Pour déterminer si un accident est survenu à l’occasion du travail, il faut tenir compte des circonstances et critères élaborés par la jurisprudence. Ces critères sont des guides :

  • Le lieu de l’événement accidentel;
  • Le moment de l’événement accidentel;
  • La rémunération de l’activité exercée par le travailleur au moment de l’événement accidentel;
  • L’existence et le degré d’autorité ou de subordination de l’employeur lorsque l’événement accidentel ne survient ni sur les lieux ni durant les heures du travail;
  • La finalité de l’activité exercée par le travailleur au moment de l’événement accidentel, qu’elle soit incidente, accessoire ou facultative à ses conditions de travail;
  • Le caractère de connexité et d’utilité relative de l’activité du travailleur au regard de l’accomplissement du travail.

Il importe de souligner qu’aucun de ces critères n’est déterminant et que cette liste n’est pas jugée exhaustive.
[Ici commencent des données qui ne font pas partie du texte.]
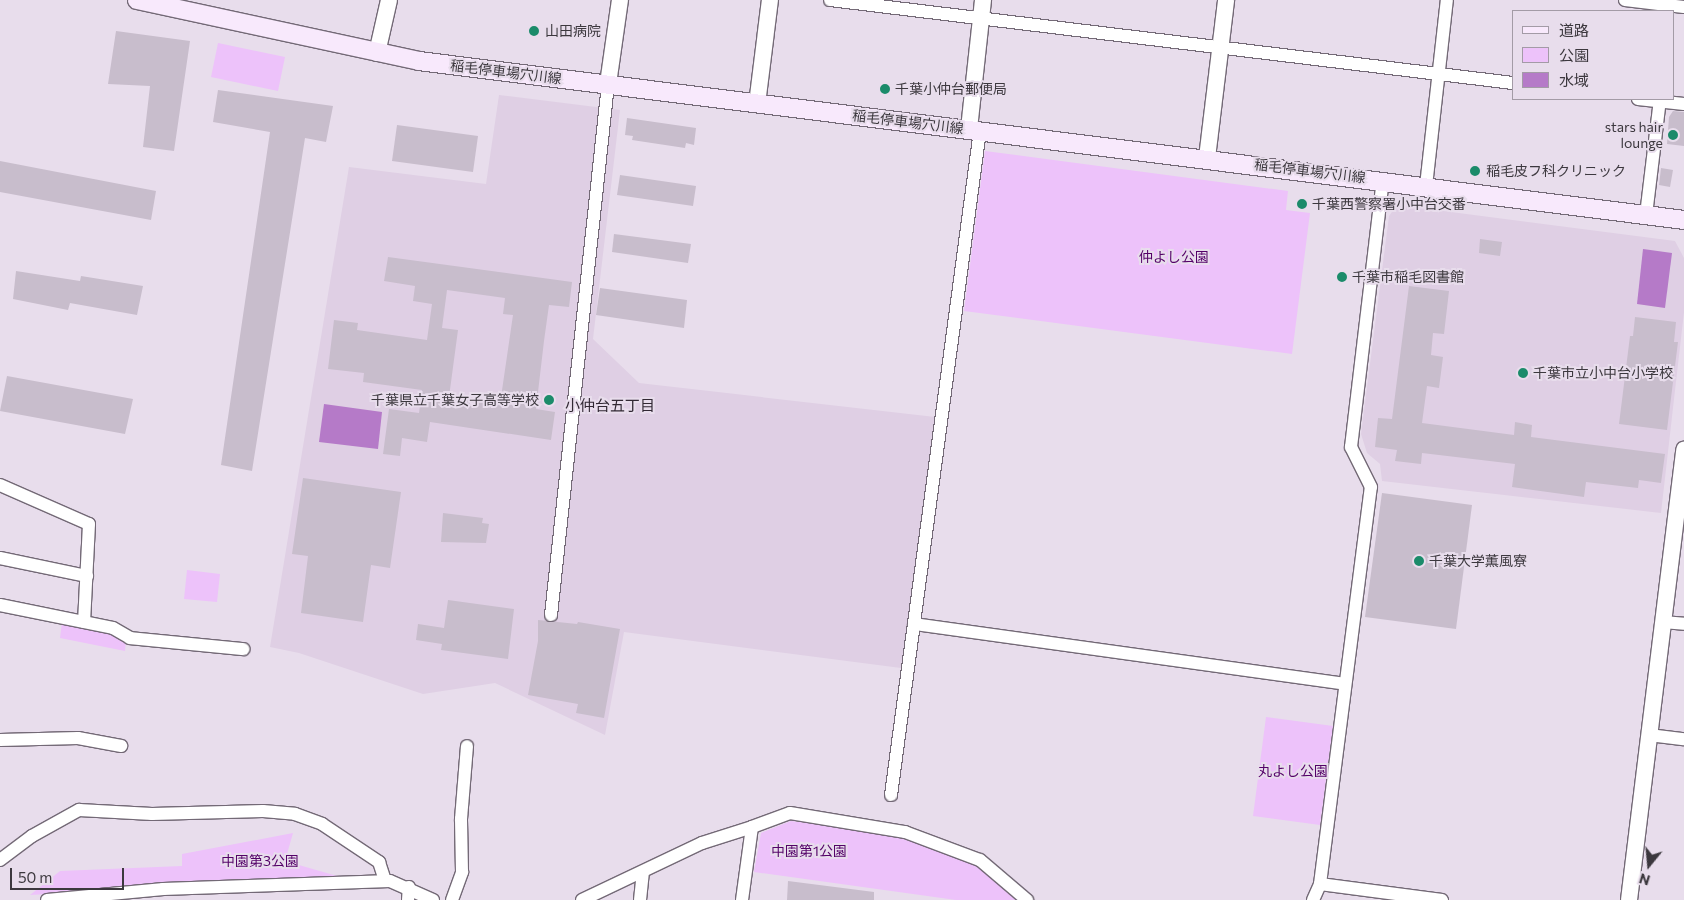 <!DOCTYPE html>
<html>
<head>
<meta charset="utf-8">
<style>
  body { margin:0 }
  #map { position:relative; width:1684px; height:900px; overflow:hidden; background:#e8ddec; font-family:Commissioner,"Noto Sans JP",sans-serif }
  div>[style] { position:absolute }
  .built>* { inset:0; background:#dfcfe4 }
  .green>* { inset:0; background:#edc2fa }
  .water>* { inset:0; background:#b57ac8 }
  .building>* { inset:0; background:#c8bdcc }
  .roads { filter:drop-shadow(1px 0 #736976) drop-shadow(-1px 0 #736976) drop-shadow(0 1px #736976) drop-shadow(0 -1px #736976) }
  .minor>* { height:12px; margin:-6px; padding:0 6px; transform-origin:6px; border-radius:6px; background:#fff }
  .tertiary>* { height:16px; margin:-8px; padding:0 8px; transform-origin:8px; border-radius:8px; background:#fff }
  .secondary>* { height:18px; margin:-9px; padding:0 9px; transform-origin:9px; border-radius:9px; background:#f8e9fc }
  .dots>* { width:14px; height:14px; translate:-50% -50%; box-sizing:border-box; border:2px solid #e8ddec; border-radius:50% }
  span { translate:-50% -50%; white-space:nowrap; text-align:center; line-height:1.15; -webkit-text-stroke:4px #e8ddec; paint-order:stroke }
  .poi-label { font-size:14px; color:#3c383e }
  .left { translate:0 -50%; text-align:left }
  .right { translate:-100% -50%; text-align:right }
  .street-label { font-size:14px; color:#3c383e }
  .park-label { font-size:14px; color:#540268 }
  .neighbourhood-label { font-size:15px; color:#312833 }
  .legend { position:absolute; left:1512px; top:10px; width:162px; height:90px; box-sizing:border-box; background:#e8ddec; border:1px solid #a39ba6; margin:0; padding:6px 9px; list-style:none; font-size:15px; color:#3c383e }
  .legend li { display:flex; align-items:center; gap:10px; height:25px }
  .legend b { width:25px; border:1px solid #a39ba6 }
  .north { position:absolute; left:1624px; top:840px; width:50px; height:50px; -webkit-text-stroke:4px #e8ddec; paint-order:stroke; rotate:197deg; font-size:14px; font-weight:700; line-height:20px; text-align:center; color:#3c383e }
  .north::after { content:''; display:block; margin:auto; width:18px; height:22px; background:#3c383e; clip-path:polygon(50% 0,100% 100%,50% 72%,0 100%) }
  .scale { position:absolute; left:10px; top:868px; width:114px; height:22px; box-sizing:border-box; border:2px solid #3c383e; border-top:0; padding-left:6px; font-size:15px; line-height:18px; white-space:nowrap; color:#3c383e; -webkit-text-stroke:4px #e8ddec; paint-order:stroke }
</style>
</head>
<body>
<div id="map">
  <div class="built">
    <i style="clip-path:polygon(499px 95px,620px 110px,593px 339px,639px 383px,935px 417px,901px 668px,624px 632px,605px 735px,495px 683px,423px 694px,299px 653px,270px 647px,349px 167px,486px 184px)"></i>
    <i style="clip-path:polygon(1397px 205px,1675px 241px,1684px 258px,1684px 312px,1661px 513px,1382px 481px,1380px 464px,1367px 453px,1361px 434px,1389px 216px)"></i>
  </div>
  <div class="green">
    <i style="clip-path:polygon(218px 43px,285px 57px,278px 91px,211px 77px)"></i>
    <i style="clip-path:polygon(985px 151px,1288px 191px,1286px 210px,1310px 213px,1292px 354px,964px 311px)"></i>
    <i style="clip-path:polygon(187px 570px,220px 574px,217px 602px,184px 599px)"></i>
    <i style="clip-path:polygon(62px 622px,114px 632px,126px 640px,125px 651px,60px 638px)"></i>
    <i style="clip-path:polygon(1266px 717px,1333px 726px,1320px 825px,1253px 816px)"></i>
    <i style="clip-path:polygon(791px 821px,886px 833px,976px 864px,1020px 900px,956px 900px,754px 872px,761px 833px)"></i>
    <i style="clip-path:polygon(293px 833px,285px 861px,344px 878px,30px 895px,60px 871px,182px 866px,182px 854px)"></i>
  </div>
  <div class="water">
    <i style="clip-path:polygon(1643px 249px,1672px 253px,1665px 308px,1637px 304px)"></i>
    <i style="clip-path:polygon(324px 404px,382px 412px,378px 449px,319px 442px)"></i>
  </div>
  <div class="building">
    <i style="clip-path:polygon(116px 31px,190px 41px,174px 151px,143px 147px,150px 86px,108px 84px)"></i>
    <i style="clip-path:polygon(218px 90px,333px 106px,326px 142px,305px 138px,252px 471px,221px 465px,270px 132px,213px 122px)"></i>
    <i style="clip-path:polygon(1673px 111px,1684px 112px,1684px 146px,1667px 144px,1669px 117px)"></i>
    <i style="clip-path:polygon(627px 118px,696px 128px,694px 145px,686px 143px,685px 148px,632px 140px,633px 136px,625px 135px)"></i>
    <i style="clip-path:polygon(397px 125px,478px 136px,473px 172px,392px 161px)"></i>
    <i style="clip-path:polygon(0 161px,156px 191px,151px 220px,0 192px)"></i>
    <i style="clip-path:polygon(1661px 168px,1673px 170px,1670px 187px,1659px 185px)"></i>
    <i style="clip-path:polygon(620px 175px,696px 186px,693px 206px,617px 195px)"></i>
    <i style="clip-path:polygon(614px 234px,691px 244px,688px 263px,612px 252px)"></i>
    <i style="clip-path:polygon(1480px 239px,1502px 242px,1500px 256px,1479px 253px)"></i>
    <i style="clip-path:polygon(evenodd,388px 257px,572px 282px,569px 307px,549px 305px,544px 341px,536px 409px,555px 412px,551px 440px,430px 422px,427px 442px,402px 438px,400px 456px,383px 454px,389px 409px,419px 413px,422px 390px,363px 382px,364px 373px,328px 369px,334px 320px,358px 323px,357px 330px,427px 340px,432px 304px,413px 301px,415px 286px,384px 281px,388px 257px,447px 290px,505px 298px,503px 314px,513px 315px,500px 404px,449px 397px,458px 330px,442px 328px,447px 290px)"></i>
    <i style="clip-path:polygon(16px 271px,80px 281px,81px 276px,143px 286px,137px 315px,70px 303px,68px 310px,13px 299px)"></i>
    <i style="clip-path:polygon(1409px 286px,1449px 291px,1444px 334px,1433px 333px,1431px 355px,1443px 357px,1439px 388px,1427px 386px,1422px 423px,1514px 435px,1515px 422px,1532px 425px,1531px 437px,1665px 454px,1661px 483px,1639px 480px,1638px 488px,1586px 482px,1584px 497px,1533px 490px,1512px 487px,1515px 464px,1422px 453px,1421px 464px,1395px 461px,1397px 450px,1375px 447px,1378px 418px,1392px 419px)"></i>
    <i style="clip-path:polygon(600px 288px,687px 300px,684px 328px,596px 315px)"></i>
    <i style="clip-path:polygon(1635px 317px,1676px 322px,1674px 342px,1678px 342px,1667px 430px,1619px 424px,1630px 336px,1633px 336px)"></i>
    <i style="clip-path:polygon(7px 376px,133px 399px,125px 434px,0 411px)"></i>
    <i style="clip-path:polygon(303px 478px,401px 492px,390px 568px,371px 565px,363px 622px,301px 613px,308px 556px,292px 554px)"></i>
    <i style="clip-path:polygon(1382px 493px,1472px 505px,1456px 629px,1365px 617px)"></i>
    <i style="clip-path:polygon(443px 513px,483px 518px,482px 523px,489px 524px,486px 543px,441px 542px)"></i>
    <i style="clip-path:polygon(448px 600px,514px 609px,508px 659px,441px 650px,442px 644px,416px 640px,418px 624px,444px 628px)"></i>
    <i style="clip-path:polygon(538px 620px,577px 624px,578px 622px,620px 629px,604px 718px,576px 713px,578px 704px,528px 695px,538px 641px)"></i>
    <i style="clip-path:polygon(788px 881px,874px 892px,874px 900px,787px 900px)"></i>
  </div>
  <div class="roads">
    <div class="minor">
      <i style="left:830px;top:0;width:688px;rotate:6.93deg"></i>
      <i style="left:1625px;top:0;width:59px;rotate:6.8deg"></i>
      <i style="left:1638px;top:99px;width:46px;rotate:6.2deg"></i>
      <i style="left:1426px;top:186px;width:187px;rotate:-83.6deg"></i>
      <i style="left:1646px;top:215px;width:117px;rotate:-83.1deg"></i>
      <i style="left:0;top:485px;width:97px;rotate:23.7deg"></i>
      <i style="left:89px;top:524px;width:98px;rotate:92.9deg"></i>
      <i style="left:0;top:558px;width:89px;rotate:11.7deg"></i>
      <i style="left:0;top:605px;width:115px;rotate:11.5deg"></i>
      <i style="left:113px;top:628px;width:20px;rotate:30deg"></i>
      <i style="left:130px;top:638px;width:114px;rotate:5.6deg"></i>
      <i style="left:551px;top:615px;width:534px;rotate:-83.87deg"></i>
      <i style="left:1663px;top:622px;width:21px;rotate:5deg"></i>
      <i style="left:914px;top:624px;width:435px;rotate:7.9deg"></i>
      <i style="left:1649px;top:735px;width:35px;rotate:7deg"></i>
      <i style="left:0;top:740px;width:78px;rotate:-1.5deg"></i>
      <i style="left:78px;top:738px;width:44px;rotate:10.5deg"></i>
      <i style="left:891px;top:795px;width:670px;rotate:-82.37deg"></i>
      <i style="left:752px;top:827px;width:40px;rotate:-20.2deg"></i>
      <i style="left:790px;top:813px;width:117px;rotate:9.4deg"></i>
      <i style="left:905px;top:832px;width:80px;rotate:20.5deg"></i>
      <i style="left:980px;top:860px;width:62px;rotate:40.4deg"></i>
      <i style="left:0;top:860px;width:40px;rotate:-37deg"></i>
      <i style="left:32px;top:836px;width:54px;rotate:-29deg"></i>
      <i style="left:79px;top:810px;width:73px;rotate:3.1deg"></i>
      <i style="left:152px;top:814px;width:111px;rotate:-1.5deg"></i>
      <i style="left:263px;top:811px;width:32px;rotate:5deg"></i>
      <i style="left:295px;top:814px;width:29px;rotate:20deg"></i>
      <i style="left:322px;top:824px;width:69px;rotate:33.7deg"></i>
      <i style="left:379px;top:862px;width:20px;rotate:72deg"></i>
      <i style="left:1320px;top:884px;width:123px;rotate:7.5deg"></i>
      <i style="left:47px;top:900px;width:117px;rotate:-5.4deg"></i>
      <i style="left:163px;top:889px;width:227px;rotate:-2deg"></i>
      <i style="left:390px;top:881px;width:47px;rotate:23.8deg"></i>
      <i style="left:408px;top:900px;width:13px;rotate:-86deg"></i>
      <i style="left:452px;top:900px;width:30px;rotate:-70deg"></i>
      <i style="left:462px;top:872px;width:53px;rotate:-91.1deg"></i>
      <i style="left:461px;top:819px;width:73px;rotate:-85.3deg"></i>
      <i style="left:582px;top:900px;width:133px;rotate:-25.4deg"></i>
      <i style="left:702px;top:843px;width:52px;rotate:-17.7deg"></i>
      <i style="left:752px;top:827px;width:74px;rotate:97.8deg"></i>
      <i style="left:640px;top:900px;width:27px;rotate:-84deg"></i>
      <i style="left:1313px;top:900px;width:17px;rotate:-66deg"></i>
      <i style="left:1320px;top:884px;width:400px;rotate:-82.7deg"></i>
      <i style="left:1371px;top:487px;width:45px;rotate:-116.6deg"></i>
      <i style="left:1351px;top:447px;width:269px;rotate:-83.2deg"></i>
    </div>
    <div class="tertiary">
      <i style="left:377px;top:53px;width:54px;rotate:-77.2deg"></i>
      <i style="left:608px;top:84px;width:85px;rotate:-81.9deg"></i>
      <i style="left:757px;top:104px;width:105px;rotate:-82.9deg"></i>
      <i style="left:969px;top:129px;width:130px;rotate:-83.8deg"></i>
      <i style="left:1207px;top:158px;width:159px;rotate:-83.1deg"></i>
      <i style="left:1629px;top:900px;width:454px;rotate:-83deg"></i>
    </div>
    <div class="secondary">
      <i style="left:137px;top:0;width:289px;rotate:12.2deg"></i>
      <i style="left:419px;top:61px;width:1275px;rotate:7.16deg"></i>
    </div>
  </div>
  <div class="dots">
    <i style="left:534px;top:31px;background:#1b8b6a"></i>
    <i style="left:885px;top:89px;background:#1b8b6a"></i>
    <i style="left:1673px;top:135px;background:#1b8b6a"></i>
    <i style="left:1475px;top:171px;background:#1b8b6a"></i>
    <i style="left:1302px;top:204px;background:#1b8b6a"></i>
    <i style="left:1342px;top:277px;background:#1b8b6a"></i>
    <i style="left:1523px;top:373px;background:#1b8b6a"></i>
    <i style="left:549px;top:400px;background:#1b8b6a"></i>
    <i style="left:1419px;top:561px;background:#1b8b6a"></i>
  </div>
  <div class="poi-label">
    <span class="left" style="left:545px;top:31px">山田病院</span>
    <span class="left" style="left:895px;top:89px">千葉小仲台郵便局</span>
    <span class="right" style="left:1663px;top:135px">stars hair<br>lounge</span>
    <span class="left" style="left:1486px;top:171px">稲毛皮フ科クリニック</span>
    <span class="left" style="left:1312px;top:204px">千葉西警察署小中台交番</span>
    <span class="left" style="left:1352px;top:277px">千葉市稲毛図書館</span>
    <span class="left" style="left:1533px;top:373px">千葉市立小中台小学校</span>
    <span class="right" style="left:539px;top:400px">千葉県立千葉女子高等学校</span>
    <span class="left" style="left:1429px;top:561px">千葉大学薫風寮</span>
  </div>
  <div class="street-label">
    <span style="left:506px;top:72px;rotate:7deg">稲毛停車場穴川線</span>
    <span style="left:908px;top:122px;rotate:7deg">稲毛停車場穴川線</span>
    <span style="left:1310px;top:171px;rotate:7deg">稲毛停車場穴川線</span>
  </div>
  <div class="park-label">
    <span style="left:1174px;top:257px">仲よし公園</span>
    <span style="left:1293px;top:771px">丸よし公園</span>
    <span style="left:809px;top:851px">中園第1公園</span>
    <span style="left:260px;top:861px">中園第3公園</span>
  </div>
  <div class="neighbourhood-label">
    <span style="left:610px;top:406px">小仲台五丁目</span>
  </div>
  <ul class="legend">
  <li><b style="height:6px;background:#f8e9fc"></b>道路</li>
  <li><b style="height:14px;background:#edc2fa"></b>公園</li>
  <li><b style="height:14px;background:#b57ac8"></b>水域</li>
  </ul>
  <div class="north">N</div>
  <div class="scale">50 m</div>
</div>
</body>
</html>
La majorité de la Cour d’appel

La majorité de la Cour d’appel rappelle que la Loi commande une interprétation large et libérale. Elle se réfère à l’enseignement de la Cour suprême du Canada[8] pour interpréter la notion à « l’occasion du travail ». La Cour d’appel reproche ainsi aux tribunaux de première instance d’avoir cherché à établir un lien direct entre l’accident en cause et les fonctions exercées par le travailleur lors de l’accident plutôt qu’un lien plus ou moins étroit entre l’accident et l’exercice de la profession de la victime.

La majorité examine les critères discutés en regard de la preuve. L’accident a eu lieu sur les lieux du travail (garage de la ferme), après les heures de travail, alors que le travailleur n’était pas rémunéré. Le supérieur du travailleur n’était pas présent au moment de l’accident. Pour apprécier les critères e) et f), la majorité estime que le TAT aurait dû considérer les éléments suivants :

  • Quelques heures avant l’accident, le travailleur avait réparé le pneu du véhicule avec un représentant de l’employeur;
  • Cette réparation visait à permettre au travailleur de retourner aux champs pour effectuer les travaux d’irrigation;
  • Ce travailleur a ensuite tenté de réparer le pneu crevé du véhicule utilisé pour exercer ses tâches;
  • Des petites réparations sur des véhicules s’effectuaient à la ferme;
  • L’employeur dispensait de la formation aux travailleurs agricoles pour effectuer des réparations mécaniques sur du matériel et de la machinerie agricole;
  • L’objectif de l’employeur était de les former pour le futur.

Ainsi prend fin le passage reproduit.